I often go on about self-education, in many different ways: my basic principle is that you should be trying to improve your skills in *some* fashion every single day. Doesn't have to be just raw programming skill -- indeed, it's often best to do this in a well-rounded way. So sometimes I'm learning about programming, but sometimes it's about project or product management, sometimes about usability design, sometimes about my current problem domain, etc. The point of the exercise is doing something that helps you advance your career skills every day.

Folks take this as being about job security, and there's something to that: I developed the habit largely as a reaction to watching several people wash out of the industry after Y2K, and others who have just gradually rusted and become unemployable. But it's just as much about *owning* your career and your life.

Specifically, I'm reacting to more than a couple of friends who have been buried by work, often in ways that I find a little abusive. When I find out that a friend is having to go into crunch mode on a regular basis, that work is eating their life, that it's making them miserable and lonely, my reaction is sympathy -- but also a pretty good reminder that I just don't *do* that. (At least, not any more. I did do that at Looking Glass, for five miserable months of working every single day. Buzzpad was founded by a bunch of LG refugees, mainly on the theory that there had to be a better way to do software development.)

Seriously: when I interview for a job, I am very clear upfront that I work 40-45 hours a week. I try to be reasonably focused and smart in that time, and when a genuine crisis arises you do what's needed to deal with it. But if the crises keep coming, or if you are in never-ending crunch mode, that's a sign of management failure, and I just plain don't tolerate that.
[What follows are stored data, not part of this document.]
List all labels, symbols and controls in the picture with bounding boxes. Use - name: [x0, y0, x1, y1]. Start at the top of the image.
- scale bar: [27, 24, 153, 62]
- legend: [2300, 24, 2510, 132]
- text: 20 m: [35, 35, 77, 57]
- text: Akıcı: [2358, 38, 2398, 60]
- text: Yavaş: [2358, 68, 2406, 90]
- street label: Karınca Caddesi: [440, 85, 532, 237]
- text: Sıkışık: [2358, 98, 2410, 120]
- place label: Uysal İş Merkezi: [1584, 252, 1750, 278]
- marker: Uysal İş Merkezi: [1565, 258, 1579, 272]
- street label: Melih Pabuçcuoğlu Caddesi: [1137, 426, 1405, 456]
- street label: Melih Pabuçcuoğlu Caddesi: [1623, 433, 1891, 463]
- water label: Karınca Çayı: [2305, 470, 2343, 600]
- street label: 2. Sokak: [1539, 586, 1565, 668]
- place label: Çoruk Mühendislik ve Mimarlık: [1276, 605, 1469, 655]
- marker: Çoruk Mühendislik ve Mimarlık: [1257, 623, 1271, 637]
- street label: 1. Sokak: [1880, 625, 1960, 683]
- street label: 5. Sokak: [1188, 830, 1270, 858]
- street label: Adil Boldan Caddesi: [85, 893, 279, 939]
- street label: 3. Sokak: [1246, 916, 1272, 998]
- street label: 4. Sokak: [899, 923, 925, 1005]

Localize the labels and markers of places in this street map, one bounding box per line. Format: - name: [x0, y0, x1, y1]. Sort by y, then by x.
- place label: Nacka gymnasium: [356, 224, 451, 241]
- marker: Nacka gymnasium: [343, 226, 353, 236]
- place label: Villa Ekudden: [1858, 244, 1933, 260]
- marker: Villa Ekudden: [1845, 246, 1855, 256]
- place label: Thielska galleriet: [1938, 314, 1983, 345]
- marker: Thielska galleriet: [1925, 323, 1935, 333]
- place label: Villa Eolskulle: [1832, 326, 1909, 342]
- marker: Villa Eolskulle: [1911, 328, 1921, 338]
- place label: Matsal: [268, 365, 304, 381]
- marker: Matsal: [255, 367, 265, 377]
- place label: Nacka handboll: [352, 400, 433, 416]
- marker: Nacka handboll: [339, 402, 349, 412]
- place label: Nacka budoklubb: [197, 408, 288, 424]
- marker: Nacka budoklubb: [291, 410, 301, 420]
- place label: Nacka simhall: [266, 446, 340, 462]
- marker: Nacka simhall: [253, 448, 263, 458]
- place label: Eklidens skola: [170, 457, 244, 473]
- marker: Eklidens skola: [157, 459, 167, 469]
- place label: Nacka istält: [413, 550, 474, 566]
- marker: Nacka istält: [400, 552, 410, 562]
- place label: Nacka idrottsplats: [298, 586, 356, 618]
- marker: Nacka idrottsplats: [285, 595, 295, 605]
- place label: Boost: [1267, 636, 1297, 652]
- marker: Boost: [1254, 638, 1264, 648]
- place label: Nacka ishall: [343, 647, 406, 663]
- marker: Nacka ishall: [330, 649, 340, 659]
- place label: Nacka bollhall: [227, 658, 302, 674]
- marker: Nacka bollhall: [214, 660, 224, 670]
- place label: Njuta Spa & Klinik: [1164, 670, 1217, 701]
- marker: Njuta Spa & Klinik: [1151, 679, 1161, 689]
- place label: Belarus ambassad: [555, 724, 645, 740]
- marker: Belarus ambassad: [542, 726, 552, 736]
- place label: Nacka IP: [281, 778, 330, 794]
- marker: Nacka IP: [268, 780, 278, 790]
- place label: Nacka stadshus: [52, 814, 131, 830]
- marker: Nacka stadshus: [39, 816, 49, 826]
And this loops back to the self-education point: I can get away with not tolerating it -- with saying, "No, really -- you need to fix the institutional problem here" -- by being the best.

Plain and simply, you get to be the best by deciding to be, and then working hard and constantly at it. And the payoff is that employers *need* you; that, in turn, means that you aren't at their mercy, and can push back when an employer is turning their management failures into your problem. And this usually improves the company, to boot. Scared employees let employers get away with practices that are, in the long run, detrimental. The 40-hour work week isn't about being *nice* to employees, it's that it is a good sustainable pace for the average person; companies that overwork their staff tend to suffer the results in the long run. By not putting up with "It's a startup, so we all put in 150%!" bullshit, I force employers to develop good habits instead of building a house of cards.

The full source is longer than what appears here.